::: Provided records :::
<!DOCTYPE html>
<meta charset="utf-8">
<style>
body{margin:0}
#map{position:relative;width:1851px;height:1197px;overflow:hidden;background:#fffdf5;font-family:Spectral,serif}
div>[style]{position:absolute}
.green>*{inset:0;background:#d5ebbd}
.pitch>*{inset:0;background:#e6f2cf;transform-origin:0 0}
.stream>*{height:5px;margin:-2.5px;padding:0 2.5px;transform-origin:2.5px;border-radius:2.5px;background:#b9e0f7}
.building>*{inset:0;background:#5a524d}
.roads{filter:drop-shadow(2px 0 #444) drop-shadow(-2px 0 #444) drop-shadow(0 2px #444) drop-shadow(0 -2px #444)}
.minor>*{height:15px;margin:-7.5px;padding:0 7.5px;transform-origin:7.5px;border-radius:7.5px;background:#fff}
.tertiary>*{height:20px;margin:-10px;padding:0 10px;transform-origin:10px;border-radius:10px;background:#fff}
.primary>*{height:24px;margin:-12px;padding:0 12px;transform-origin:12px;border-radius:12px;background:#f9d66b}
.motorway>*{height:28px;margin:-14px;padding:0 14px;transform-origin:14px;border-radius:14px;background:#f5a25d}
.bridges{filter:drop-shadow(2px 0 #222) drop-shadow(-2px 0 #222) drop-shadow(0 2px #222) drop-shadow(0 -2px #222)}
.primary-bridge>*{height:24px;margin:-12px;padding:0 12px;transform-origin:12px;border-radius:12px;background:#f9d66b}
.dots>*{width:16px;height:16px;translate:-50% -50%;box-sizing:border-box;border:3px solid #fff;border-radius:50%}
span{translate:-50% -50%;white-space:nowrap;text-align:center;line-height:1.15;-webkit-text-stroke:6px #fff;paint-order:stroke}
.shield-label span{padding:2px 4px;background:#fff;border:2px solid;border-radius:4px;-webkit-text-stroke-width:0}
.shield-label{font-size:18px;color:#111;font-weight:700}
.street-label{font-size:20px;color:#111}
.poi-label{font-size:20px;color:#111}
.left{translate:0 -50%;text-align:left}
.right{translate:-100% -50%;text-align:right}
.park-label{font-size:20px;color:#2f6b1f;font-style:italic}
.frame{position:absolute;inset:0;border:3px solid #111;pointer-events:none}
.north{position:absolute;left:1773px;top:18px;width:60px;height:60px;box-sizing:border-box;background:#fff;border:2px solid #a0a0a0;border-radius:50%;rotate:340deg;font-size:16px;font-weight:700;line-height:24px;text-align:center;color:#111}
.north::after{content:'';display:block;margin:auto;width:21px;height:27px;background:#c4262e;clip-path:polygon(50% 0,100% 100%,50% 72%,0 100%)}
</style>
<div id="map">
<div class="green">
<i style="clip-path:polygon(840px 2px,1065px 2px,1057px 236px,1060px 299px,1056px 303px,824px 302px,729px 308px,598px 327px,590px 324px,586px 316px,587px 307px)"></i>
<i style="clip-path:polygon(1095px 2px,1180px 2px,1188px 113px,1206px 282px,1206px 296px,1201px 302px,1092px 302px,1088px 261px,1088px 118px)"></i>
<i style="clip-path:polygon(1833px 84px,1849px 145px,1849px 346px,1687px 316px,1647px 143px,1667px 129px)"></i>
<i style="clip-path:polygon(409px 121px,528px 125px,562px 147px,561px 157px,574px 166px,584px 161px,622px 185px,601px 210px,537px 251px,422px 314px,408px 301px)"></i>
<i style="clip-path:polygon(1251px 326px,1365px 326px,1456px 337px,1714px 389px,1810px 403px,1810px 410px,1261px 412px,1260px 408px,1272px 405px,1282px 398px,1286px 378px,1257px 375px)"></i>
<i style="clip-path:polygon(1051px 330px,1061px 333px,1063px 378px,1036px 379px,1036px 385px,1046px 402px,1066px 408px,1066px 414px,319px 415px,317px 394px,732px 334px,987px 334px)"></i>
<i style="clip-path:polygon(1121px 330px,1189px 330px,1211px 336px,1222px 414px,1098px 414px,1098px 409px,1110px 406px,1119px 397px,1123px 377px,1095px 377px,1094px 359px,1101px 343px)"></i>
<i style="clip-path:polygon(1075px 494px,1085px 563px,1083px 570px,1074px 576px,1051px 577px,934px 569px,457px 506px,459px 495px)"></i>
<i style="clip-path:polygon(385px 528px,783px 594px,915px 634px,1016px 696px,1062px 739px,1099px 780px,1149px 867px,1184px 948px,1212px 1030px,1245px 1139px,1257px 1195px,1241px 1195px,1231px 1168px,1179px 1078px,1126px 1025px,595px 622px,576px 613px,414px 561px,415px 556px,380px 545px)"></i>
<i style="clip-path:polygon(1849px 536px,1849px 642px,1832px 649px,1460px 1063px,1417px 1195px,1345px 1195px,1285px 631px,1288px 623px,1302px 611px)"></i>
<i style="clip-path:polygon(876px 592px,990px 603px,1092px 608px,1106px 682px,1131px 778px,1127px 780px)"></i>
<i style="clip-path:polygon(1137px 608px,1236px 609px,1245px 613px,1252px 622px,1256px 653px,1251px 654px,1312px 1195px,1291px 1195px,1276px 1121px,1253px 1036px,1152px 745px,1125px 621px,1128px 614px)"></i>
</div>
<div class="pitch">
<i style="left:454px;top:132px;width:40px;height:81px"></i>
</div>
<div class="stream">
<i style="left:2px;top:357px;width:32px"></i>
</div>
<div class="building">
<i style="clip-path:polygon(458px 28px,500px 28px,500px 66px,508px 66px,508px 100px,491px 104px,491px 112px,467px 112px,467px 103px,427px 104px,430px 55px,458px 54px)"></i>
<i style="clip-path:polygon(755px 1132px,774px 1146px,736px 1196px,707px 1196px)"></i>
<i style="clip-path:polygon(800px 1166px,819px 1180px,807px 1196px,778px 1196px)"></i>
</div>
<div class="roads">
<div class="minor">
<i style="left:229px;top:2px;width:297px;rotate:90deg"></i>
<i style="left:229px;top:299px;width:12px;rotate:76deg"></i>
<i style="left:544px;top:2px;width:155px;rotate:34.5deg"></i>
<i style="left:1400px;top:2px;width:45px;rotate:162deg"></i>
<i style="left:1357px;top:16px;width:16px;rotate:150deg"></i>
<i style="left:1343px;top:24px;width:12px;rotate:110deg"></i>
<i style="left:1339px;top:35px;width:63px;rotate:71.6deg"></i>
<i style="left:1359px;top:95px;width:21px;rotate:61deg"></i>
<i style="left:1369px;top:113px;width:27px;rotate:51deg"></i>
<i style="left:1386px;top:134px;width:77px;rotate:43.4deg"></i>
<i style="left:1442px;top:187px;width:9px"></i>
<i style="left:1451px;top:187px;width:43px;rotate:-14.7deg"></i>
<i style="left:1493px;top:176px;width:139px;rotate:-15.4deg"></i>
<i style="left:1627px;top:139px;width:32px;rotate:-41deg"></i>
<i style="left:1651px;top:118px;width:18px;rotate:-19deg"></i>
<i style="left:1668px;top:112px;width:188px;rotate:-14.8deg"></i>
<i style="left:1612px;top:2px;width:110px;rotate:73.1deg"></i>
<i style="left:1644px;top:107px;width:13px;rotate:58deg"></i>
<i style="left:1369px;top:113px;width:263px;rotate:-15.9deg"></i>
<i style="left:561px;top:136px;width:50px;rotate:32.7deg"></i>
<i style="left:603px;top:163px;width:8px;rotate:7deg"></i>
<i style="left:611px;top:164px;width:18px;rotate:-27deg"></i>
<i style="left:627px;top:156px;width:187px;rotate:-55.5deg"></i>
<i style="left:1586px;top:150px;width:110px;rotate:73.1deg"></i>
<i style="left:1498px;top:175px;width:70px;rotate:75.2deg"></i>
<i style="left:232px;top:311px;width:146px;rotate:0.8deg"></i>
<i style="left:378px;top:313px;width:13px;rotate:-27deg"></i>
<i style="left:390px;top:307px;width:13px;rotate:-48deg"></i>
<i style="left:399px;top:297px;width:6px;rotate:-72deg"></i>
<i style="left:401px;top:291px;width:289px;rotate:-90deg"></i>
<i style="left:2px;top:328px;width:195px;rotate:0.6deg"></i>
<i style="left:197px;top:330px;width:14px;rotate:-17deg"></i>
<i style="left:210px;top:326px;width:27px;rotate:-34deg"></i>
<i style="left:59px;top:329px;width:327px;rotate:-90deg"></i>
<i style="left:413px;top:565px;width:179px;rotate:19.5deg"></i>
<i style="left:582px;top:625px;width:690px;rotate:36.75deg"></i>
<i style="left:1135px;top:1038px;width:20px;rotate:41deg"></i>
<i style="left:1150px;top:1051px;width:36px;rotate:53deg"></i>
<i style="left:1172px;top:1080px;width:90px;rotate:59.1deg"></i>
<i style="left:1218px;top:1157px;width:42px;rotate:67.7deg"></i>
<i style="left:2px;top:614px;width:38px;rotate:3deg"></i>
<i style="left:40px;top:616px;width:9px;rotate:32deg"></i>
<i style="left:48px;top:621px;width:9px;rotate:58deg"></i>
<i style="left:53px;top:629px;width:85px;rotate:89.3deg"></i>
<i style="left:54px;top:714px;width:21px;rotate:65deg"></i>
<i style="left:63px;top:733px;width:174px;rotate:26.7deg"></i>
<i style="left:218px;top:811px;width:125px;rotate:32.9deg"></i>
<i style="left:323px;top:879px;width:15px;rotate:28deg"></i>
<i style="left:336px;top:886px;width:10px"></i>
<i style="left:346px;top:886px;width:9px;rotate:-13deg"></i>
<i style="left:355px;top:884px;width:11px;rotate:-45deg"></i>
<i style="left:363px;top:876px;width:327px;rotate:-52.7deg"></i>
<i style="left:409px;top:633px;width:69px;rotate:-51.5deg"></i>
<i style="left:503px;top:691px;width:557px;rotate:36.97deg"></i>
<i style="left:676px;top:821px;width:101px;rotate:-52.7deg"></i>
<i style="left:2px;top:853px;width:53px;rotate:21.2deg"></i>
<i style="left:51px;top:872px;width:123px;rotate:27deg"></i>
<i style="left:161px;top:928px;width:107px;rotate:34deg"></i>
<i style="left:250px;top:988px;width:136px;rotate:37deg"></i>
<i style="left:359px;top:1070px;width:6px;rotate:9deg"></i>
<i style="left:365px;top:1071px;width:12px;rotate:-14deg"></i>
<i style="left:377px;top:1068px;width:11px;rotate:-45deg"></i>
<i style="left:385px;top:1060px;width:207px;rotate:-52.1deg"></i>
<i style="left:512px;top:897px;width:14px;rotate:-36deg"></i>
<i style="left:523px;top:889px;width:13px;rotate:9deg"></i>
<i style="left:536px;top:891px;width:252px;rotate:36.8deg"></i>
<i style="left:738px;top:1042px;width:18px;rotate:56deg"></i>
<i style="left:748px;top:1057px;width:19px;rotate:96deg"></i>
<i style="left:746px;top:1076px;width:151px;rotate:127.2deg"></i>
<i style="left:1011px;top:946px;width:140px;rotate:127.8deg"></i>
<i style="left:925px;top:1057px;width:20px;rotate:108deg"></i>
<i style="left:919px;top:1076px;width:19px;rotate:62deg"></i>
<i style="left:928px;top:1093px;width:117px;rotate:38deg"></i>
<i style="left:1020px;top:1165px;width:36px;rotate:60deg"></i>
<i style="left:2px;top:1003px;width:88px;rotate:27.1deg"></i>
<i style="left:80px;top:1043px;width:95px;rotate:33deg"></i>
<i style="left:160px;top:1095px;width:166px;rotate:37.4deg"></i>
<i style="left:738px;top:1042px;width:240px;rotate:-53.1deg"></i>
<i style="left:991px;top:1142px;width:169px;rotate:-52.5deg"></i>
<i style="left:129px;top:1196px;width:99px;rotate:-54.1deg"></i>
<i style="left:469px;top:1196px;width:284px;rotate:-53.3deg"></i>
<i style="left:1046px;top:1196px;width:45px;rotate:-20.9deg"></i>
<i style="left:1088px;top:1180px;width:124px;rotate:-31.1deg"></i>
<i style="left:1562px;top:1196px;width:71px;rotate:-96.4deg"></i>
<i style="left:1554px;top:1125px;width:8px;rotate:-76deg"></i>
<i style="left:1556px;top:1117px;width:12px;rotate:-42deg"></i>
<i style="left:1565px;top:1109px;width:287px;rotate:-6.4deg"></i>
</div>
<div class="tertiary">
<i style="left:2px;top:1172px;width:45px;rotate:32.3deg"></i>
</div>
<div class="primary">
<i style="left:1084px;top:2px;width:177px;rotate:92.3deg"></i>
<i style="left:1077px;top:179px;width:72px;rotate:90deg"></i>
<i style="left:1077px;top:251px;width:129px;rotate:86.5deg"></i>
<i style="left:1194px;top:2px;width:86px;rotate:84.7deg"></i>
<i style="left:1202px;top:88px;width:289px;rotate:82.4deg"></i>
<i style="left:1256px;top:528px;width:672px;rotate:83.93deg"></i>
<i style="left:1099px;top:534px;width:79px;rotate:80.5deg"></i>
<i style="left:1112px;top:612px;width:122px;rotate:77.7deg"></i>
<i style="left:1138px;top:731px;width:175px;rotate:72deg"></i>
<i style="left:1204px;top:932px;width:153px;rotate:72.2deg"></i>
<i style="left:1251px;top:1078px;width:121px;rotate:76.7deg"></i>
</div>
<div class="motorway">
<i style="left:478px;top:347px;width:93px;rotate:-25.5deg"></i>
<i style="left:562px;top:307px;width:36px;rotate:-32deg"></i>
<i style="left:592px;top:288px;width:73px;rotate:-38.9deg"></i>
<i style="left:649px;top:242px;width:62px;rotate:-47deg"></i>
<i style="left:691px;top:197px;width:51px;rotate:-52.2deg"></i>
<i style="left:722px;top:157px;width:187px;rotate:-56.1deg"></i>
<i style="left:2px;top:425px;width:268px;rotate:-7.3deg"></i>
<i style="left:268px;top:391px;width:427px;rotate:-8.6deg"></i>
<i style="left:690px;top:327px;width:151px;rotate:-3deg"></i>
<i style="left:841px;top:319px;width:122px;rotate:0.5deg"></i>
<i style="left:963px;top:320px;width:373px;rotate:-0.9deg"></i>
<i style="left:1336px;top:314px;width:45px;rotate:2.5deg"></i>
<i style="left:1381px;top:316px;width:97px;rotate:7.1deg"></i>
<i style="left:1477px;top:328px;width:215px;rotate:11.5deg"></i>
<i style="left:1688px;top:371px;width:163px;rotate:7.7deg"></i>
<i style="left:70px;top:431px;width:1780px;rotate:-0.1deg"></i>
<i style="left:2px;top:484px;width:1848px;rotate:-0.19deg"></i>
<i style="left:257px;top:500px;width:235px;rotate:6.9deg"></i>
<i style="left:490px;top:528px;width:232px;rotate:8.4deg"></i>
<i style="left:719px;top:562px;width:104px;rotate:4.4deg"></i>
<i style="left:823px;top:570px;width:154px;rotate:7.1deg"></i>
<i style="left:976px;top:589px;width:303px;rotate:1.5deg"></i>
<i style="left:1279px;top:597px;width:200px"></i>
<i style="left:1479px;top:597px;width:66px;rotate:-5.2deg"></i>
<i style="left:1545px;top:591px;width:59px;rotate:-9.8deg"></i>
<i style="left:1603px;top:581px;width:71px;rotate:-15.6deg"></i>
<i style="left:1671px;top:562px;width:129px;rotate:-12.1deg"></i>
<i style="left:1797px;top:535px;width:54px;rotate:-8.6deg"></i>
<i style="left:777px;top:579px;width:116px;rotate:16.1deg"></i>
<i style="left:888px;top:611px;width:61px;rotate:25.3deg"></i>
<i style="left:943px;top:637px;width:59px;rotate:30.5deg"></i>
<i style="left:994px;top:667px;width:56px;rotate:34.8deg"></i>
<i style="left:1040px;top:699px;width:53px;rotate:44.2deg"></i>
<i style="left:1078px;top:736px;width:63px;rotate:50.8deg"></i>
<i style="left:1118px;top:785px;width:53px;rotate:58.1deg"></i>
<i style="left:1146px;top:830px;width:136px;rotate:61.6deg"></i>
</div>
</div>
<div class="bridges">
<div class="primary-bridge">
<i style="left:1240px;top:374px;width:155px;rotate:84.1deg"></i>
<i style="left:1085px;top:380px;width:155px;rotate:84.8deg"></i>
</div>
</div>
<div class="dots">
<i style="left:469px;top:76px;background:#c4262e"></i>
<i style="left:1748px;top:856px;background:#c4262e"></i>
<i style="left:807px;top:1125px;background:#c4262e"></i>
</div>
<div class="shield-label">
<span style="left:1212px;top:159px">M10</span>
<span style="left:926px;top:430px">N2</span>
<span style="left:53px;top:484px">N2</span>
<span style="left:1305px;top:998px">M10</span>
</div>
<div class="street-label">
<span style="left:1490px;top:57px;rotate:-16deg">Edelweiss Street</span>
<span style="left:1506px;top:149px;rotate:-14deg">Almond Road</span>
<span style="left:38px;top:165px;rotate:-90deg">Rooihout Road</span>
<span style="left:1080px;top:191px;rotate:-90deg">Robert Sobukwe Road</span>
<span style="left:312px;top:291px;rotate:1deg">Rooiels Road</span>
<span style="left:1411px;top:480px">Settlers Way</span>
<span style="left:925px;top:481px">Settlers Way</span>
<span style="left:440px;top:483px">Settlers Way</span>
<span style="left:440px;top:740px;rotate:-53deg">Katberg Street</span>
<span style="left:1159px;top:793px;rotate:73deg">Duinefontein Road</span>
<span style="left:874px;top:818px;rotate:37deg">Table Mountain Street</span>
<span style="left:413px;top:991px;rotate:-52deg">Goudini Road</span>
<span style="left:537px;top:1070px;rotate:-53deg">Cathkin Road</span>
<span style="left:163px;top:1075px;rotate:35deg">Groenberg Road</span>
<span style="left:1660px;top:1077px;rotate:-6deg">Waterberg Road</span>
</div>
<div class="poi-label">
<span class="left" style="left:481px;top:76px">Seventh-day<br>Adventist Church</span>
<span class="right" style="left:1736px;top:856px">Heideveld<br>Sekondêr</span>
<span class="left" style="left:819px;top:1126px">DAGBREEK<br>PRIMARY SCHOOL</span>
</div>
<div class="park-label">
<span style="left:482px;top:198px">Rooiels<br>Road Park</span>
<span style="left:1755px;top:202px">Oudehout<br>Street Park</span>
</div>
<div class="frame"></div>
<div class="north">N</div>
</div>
:::
● **Directions for this task**
Give back the opening line of the records above and every line after it, up to and including the one with "0 #444) drop-shadow(-2px", unchanged.

● **Output below**
<!DOCTYPE html>
<meta charset="utf-8">
<style>
body{margin:0}
#map{position:relative;width:1851px;height:1197px;overflow:hidden;background:#fffdf5;font-family:Spectral,serif}
div>[style]{position:absolute}
.green>*{inset:0;background:#d5ebbd}
.pitch>*{inset:0;background:#e6f2cf;transform-origin:0 0}
.stream>*{height:5px;margin:-2.5px;padding:0 2.5px;transform-origin:2.5px;border-radius:2.5px;background:#b9e0f7}
.building>*{inset:0;background:#5a524d}
.roads{filter:drop-shadow(2px 0 #444) drop-shadow(-2px 0 #444) drop-shadow(0 2px #444) drop-shadow(0 -2px #444)}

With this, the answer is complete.